Cameron Jerome feels the arrival of Mark Hughes has spared him from being forced to leave the Britannia Stadium and given him a new lease of life at Stoke City.
Towards the end of last season under former manager Tony Pulis, Jerome hinted he may have to consider moving on to another club in search of more regular first team football.
On several occasions the striker complained about his lack of opportunities under Pulis and that he was not being given a "fair crack of the whip" when it came to team selection.
A host of Championship club's expressed interest in Jerome in January and if Pulis had remained at Stoke the 26-year-old may well have left the club this summer after just 15 starts since he arrived from Birmingham City for £4 million two years ago.
But Hughes' arrival to replace Pulis has convinced Jerome there will be a more level playing field for all squad members to push their case for starting roles this season.
"With the old regime there was a guaranteed eleven who played and no matter how you trained, or if you came on and played well or did anything in the game, you were still never going to start," said Jerome.
"I think some of the lads who didn't play as much under the old regime won't be disheartened by the fact the new manager has come in.
"It's a new method and a new way of thinking.
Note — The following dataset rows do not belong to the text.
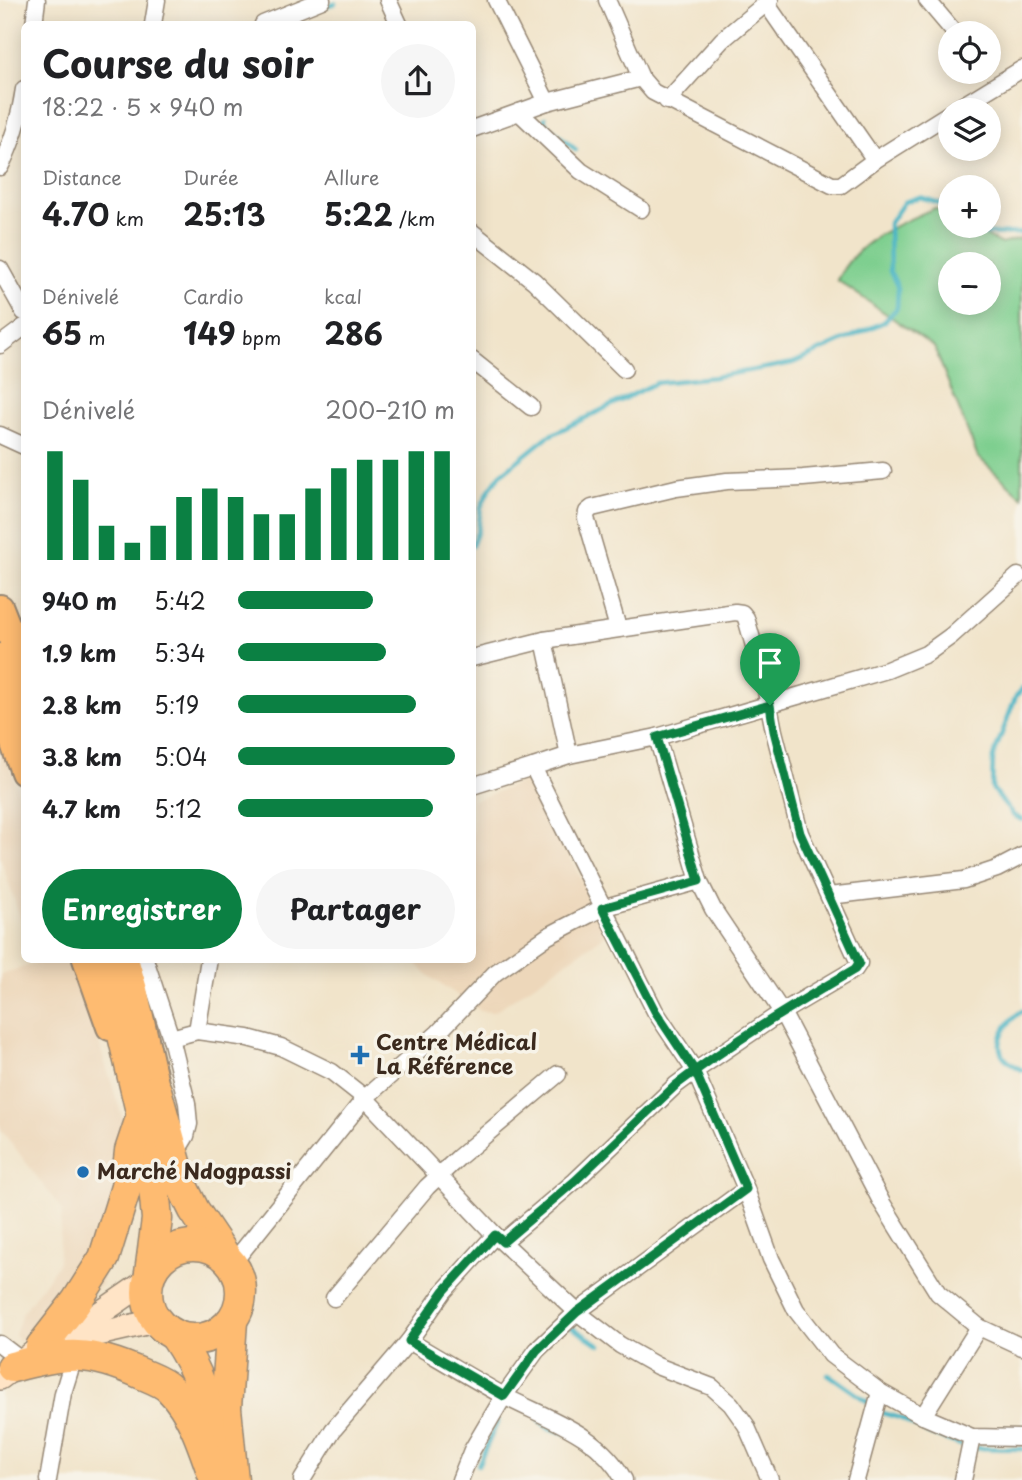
<!DOCTYPE html>
<html lang="fr">
<head>
<meta charset="utf-8">
<style>
	:root { --surface:#fff; --page:#f6f6f6; --text:#202124; --muted:#757577; --accent:#0b8043 }
	body { margin:0; font-family:"Playpen Sans",sans-serif; background:var(--page); color:var(--text); height:100vh; display:flex; flex-direction:column; font-size:26px; white-space:nowrap }
	* { box-sizing:border-box; margin:0 }
	p { font-size:23px; color:var(--muted) }
	.icon { flex:none; width:38px; height:38px; fill:none; stroke:currentColor; stroke-width:2; stroke-linecap:round; stroke-linejoin:round }
	.map { position:relative; flex:1; overflow:hidden }
	.sheet { position:absolute; left:21px; top:21px; width:455px; height:942px; display:flex; flex-direction:column; background:var(--surface); border-radius:10px; box-shadow:0 4px 18px #0003 }
	.sheet>* { flex:none }
	.controls { position:absolute; left:938px; top:21px; display:grid; gap:14px }
	.controls a { display:grid; place-items:center; width:63px; height:63px; border-radius:50%; background:var(--surface); box-shadow:0 4px 18px #0003; font-size:35px }
	.pin { position:absolute; display:grid; place-items:center; width:60px; height:60px; color:#fff; margin:-72px -30px; border-radius:50% 50% 50% 0; rotate:-45deg; box-shadow:0 0 7px #0007 }
	.pin .icon { rotate:45deg }
	.round { display:grid; place-items:center; flex:none; width:74px; height:74px; border-radius:37px; background:var(--page) }
	.headline { display:flex; align-items:center; justify-content:space-between; height:119px; padding:0 21px }
	h1 { font-size:38px; font-weight:700; line-height:52px }
	.metrics { display:grid; grid-template-columns:repeat(3,1fr); gap:10px; height:119px; padding:7px 21px }
	.metrics div { display:grid; align-content:center }
	.metrics b { font-size:30px; font-weight:700 }
	.metrics small { font-size:19px; font-weight:400 }
	.metrics p { font-size:19px }
	.chart { height:196px; padding:14px 21px }
	.chart p { display:flex; justify-content:space-between }
	.chart svg { width:100%; height:126px; margin-top:7px; stroke:var(--accent); stroke-width:6 }
	.cta { display:flex; gap:14px; margin-top:auto; padding:14px 21px }
	.cta a { flex:1; height:80px; border-radius:42px; background:var(--accent); color:#fff; font-size:28px; font-weight:700; line-height:80px; text-align:center }
	.cta a+a { background:var(--page); color:var(--text) }
	ul { padding:0 21px; list-style:none; font-size:23px }
	li { display:grid; grid-template-columns:112px 84px 1fr; align-items:center; height:52px }
	li i { height:18px; border-radius:9px; background:var(--accent) }
	.map>svg:first-child { display:block }
	.built { fill:#edd7ba }
	.green { fill:#7ecf8f; stroke:#5c7c56; stroke-width:2; fill-rule:evenodd }
	.lines { fill:none; stroke-linecap:round; stroke-linejoin:round }
	.stream { stroke:#47b4c4; stroke-width:4.5 }
	.street-casing { stroke:#968774; stroke-width:19 }
	.secondary-casing { stroke:#968774; stroke-width:26 }
	.primary-casing { stroke:#968774; stroke-width:30 }
	.highway-casing { stroke:#968774; stroke-width:33 }
	.street { stroke:#fff; stroke-width:16 }
	.secondary { stroke:#ffe4c6; stroke-width:23 }
	.primary { stroke:#febb71; stroke-width:26 }
	.highway { stroke:#febb71; stroke-width:30 }
	.route-casing { stroke:#fff; stroke-width:14 }
	.route { stroke:#0b8043; stroke-width:9 }
	.poi-dot { fill:#1f6fb2; stroke:#f7f3e8; stroke-width:2.5 }
	.labels { text-anchor:middle; stroke-width:7; stroke-linejoin:round; paint-order:stroke }
	.poi-label { font-size:21px; font-weight:bold; fill:#3b2a1e; stroke:#f7f3e8; text-anchor:start }
</style>
</head>
<body>
<div class="map">
<svg width="1022" height="1480" viewBox="0 0 1022 1480">
	<rect width="100%" height="100%" fill="#f7f3e8"/>
	<filter id="ink" filterUnits="userSpaceOnUse"><feTurbulence type="fractalNoise" baseFrequency=".0143" numOctaves="2"/><feDisplacementMap in="SourceGraphic" scale="14" xChannelSelector="R" yChannelSelector="G"/><feConvolveMatrix kernelMatrix="1 2 1 2 8 2 1 2 1" color-interpolation-filters="sRGB"/></filter>
	<filter id="wash" filterUnits="userSpaceOnUse"><feTurbulence type="fractalNoise" baseFrequency=".00686" numOctaves="4" result="noise"/><feDisplacementMap in="SourceGraphic" scale="28" xChannelSelector="R" yChannelSelector="G"/><feGaussianBlur stdDeviation="1.57" result="paint"/><feColorMatrix in="noise" values="0 0 0 0 0 0 0 0 0 0 0 0 0 0 0 0 0 1.4 0 .05"/><feComposite in="paint" operator="in"/></filter>
	<g filter="url(#wash)">
		<rect width="100%" height="100%" fill="#f1e4ca"/>
		<!-- built -->
		<g class="built">
			<polygon points="0,735 24,811 24,928 0,857"/>
			<polygon points="531,779 608,933 494,1012 481,1011 426,974 413,959 472,959 473,801"/>
			<polygon points="35,959 72,959 129,1138 101,1285 19,1341 15,1335 22,1314 58,1264 62,1210 0,1128 0,975 36,963"/>
		</g>
		<!-- green -->
		<path class="green" d="M935 208 950 217V226H967L1001 244 1022 238V497L978 457 934 347 837 280C856 241 897 224 935 208ZM950 264H989V303H950Z"/>
		<g class="lines">
			<!-- stream -->
			<g class="stream">
				<polyline points="322,7 335,3"/>
				<polyline points="545,118 544,122 576,150"/>
				<polyline points="966,226 976,234 1022,233"/>
				<polyline points="492,237 518,259"/>
				<polyline points="472,546 478,530 481,507 489,490 500,475 547,437 656,383 714,377 793,363 884,322 897,308 898,288 890,271 889,224 904,202 920,197 939,203 950,213"/>
				<polyline points="1022,689 1016,696 993,757 992,788 1013,815 1022,820"/>
				<path d="M1022 1011C1008 1020 990 1045 1007 1060 1011 1064 1017 1067 1022 1070"/>
				<polyline points="568,1325 600,1345"/>
				<polyline points="828,1374 868,1402"/>
				<polyline points="879,1412 900,1418 930,1434 966,1447"/>
				<polyline points="539,1420 548,1428 565,1433"/>
				<polyline points="975,1448 1022,1449"/>
				<polyline points="478,1465 498,1421"/>
			</g>
		</g>
	</g>
	<g filter="url(#ink)">
		<g class="lines">
			<defs>
				<g id="street">
					<polyline points="388,0 399,24"/>
					<polyline points="496,0 547,102"/>
					<polyline points="607,0 641,78 653,92 832,185 841,185 875,160 950,113"/>
					<polyline points="927,0 955,33"/>
					<polyline points="766,3 875,160"/>
					<polyline points="34,24 37,0"/>
					<polyline points="153,24 157,0"/>
					<polyline points="263,24 322,0"/>
					<polyline points="667,101 722,40 770,0"/>
					<polyline points="955,110 1022,69"/>
					<polyline points="519,112 581,171 641,209"/>
					<polyline points="472,129 547,102 641,78"/>
					<path d="M0 167C13 142 20 117 24 89"/>
					<polyline points="472,232 534,281 624,369"/>
					<polyline points="0,269 24,312"/>
					<polyline points="0,345 24,327"/>
					<polyline points="472,360 531,407"/>
					<polyline points="0,435 24,446"/>
					<polyline points="1018,576 951,636 926,654 887,670 657,737 569,755 533,767 655,1011 695,1071 746,1189 771,1259 796,1310 831,1355 880,1392 923,1416 972,1437 1022,1438"/>
					<polyline points="618,628 586,518 587,512 592,508 676,488 727,481 803,478 883,471"/>
					<polyline points="544,640 569,755"/>
					<polyline points="472,658 544,640 735,612 742,613 746,618 764,681 774,731 800,833 859,963 855,969 782,1012 695,1071 676,1085 575,1181 503,1242"/>
					<polyline points="657,737 699,881 713,909 782,1012 882,1203 938,1293 979,1327 1022,1347"/>
					<polyline points="472,786 533,767"/>
					<polyline points="829,896 964,880 997,869 1022,856"/>
					<polyline points="145,959 171,1038 187,1103 189,1124 186,1136 174,1156"/>
					<polyline points="197,1031 209,959"/>
					<polyline points="171,1038 197,1031 248,1038 281,1047 332,1072 365,1098 495,1235 577,1312 620,1345 657,1366 712,1387 731,1404 746,1425 770,1480"/>
					<polyline points="232,1264 365,1098 438,1033 495,973 548,936 602,908 699,881"/>
					<polyline points="334,1298 427,1187 458,1158 558,1074"/>
					<path d="M409 1341C440 1359 471 1378 502 1395 547 1419 599 1433 624 1480"/>
					<polyline points="0,1344 21,1360"/>
					<polyline points="923,1416 979,1327"/>
					<polyline points="48,1480 63,1393 75,1354"/>
					<polyline points="302,1480 333,1430 409,1341 444,1291 495,1235"/>
					<polyline points="460,1480 472,1450 504,1396 537,1350 577,1312 746,1189"/>
					<polyline points="856,1480 880,1392"/>
					<polyline points="963,1480 972,1437"/>
				</g>
				<g id="secondary">
					<polyline points="70,1334 148,1280"/>
					<polyline points="0,1378 41,1347 155,1321"/>
				</g>
				<g id="primary">
					<polyline points="0,608 24,669"/>
					<polyline points="0,704 24,772"/>
					<polyline points="86,959 110,1027"/>
					<polyline points="125,959 134,990 157,1092"/>
				</g>
				<g id="highway">
					<polyline points="0,659 24,726"/>
					<polyline points="105,959 151,1154 157,1219 150,1273"/>
					<polyline points="156,1090 183,1188 194,1210 225,1256"/>
					<circle cx="194" cy="1292" r="47"/>
					<polyline points="232,1321 226,1408 233,1480"/>
					<path d="M175 1336C200 1373 206 1396 212 1440"/>
					<polyline points="41,1347 76,1302 104,1258 126,1187 130,1151 142,1115"/>
					<path d="M12 1367C66 1352 89 1350 142 1374 151 1378 163 1382 170 1389 194 1413 204 1449 215 1480"/>
				</g>
			</defs>
			<!-- street casing -->
			<use href="#street" class="street-casing"/>
			<!-- secondary casing -->
			<use href="#secondary" class="secondary-casing"/>
			<!-- primary casing -->
			<use href="#primary" class="primary-casing"/>
			<!-- highway casing -->
			<use href="#highway" class="highway-casing"/>
			<!-- street -->
			<use href="#street" class="street"/>
			<!-- secondary -->
			<use href="#secondary" class="secondary"/>
			<!-- primary -->
			<use href="#primary" class="primary"/>
			<!-- highway -->
			<use href="#highway" class="highway"/>
		</g>
	</g>
	<g class="lines" filter="url(#ink)">
		<defs>
			<path id="route" d="M770 705 774 731 800 833 859 963 855 969C794 1005 732 1042 676 1085L575 1181 503 1242 495 1235 444 1291 409 1341 504 1396 537 1350 577 1312 746 1189 695 1071 655 1011 602 908 699 881 657 737 770 705"/>
		</defs>
		<!-- route casing -->
		<use href="#route" class="route-casing"/>
		<!-- route -->
		<use href="#route" class="route"/>
	</g>
	<!-- markers -->
	<g class="poi-dot">
		<path d="M356.5 1044.5h7v7h7v7h-7v7h-7v-7h-7v-7h7z"/>
		<circle cx="83" cy="1172" r="7"/>
	</g>
	<g class="labels">
		<!-- poi labels -->
		<g class="poi-label">
			<text x="376" y="1050">Centre Médical<tspan x="376" dy="24">La Référence</tspan></text>
			<text x="97" y="1179">Marché Ndogpassi</text>
		</g>
	</g>
</svg>
<div class="controls">
<a><svg class="icon" aria-label="locate" viewBox="0 0 24 24"><circle cx="12" cy="12" r="6"/><path d="M12 2v4M12 18v4M2 12h4M18 12h4"/></svg></a>
<a><svg class="icon" aria-label="layers" viewBox="0 0 24 24"><path d="M12 4l9 5-9 5-9-5zM3 14l9 5 9-5"/></svg></a>
<a>+</a>
<a>−</a>
</div>
<div class="pin" style="left:770px;top:705px;background:#1e9e55"><svg class="icon" aria-label="arrive" viewBox="0 0 24 24"><path d="M6 21V4h12l-3 4 3 4H6"/></svg></div>
<section class="sheet">
<div class="headline"><div><h1>Course du soir</h1><p>18:22 · 5 × 940 m</p></div><a class="round"><svg class="icon" aria-label="share" viewBox="0 0 24 24"><path d="M12 15V3M7 8l5-5 5 5M5 13v7h14v-7"/></svg></a></div>
<div class="metrics">
<div><p>Distance</p><b>4.70<small> km</small></b></div>
<div><p>Durée</p><b>25:13</b></div>
<div><p>Allure</p><b>5:22<small> /km</small></b></div>
</div>
<div class="metrics">
<div><p>Dénivelé</p><b>65<small> m</small></b></div>
<div><p>Cardio</p><b>149<small> bpm</small></b></div>
<div><p>kcal</p><b>286</b></div>
</div>
<div class="chart"><p><span>Dénivelé</span>200–210 m</p>
<svg viewBox="0 0 160 44" preserveAspectRatio="none"><path d="M5 44V6M15 44V16M25 44V32M35 44V38M45 44V32M55 44V22M65 44V19M75 44V22M85 44V28M95 44V28M105 44V19M115 44V12M125 44V9M135 44V9M145 44V6M155 44V6"/></svg>
</div>
<ul>
<li><b>940 m</b>5:42<i style="width:62%"></i></li>
<li><b>1.9 km</b>5:34<i style="width:68%"></i></li>
<li><b>2.8 km</b>5:19<i style="width:82%"></i></li>
<li><b>3.8 km</b>5:04<i style="width:100%"></i></li>
<li><b>4.7 km</b>5:12<i style="width:90%"></i></li>
</ul>
<div class="cta"><a>Enregistrer</a><a>Partager</a></div>
</section>
</div>
</body>
</html>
The place is vibrant and everyone seems to be happy with a spring in their step.
"It's not just the players, I think the staff are happier and everyone seems to be taking to their new roles.
"I am sure the manager will cast his eye over boys in training for the first two or three weeks and decide where he may need to strengthen, or he may be happy with what he's got.
"That's a decision for him but training has been really good and hard. There are 24 or 25 players, everyone is competing against each other and there are no guarantees.
Jerome is also relishing Hughes' commitment to a more attacking style this season, after the safety first methods of Pulis.
"The manager has different philosophies to the old manager. As a forward player, this is going to suit our game more than it would a defender's," said Jerome.
"You are always going to have to work hard on a football pitch, but to hear the manager wants to play more football, and more attacking football, is better for the forwards."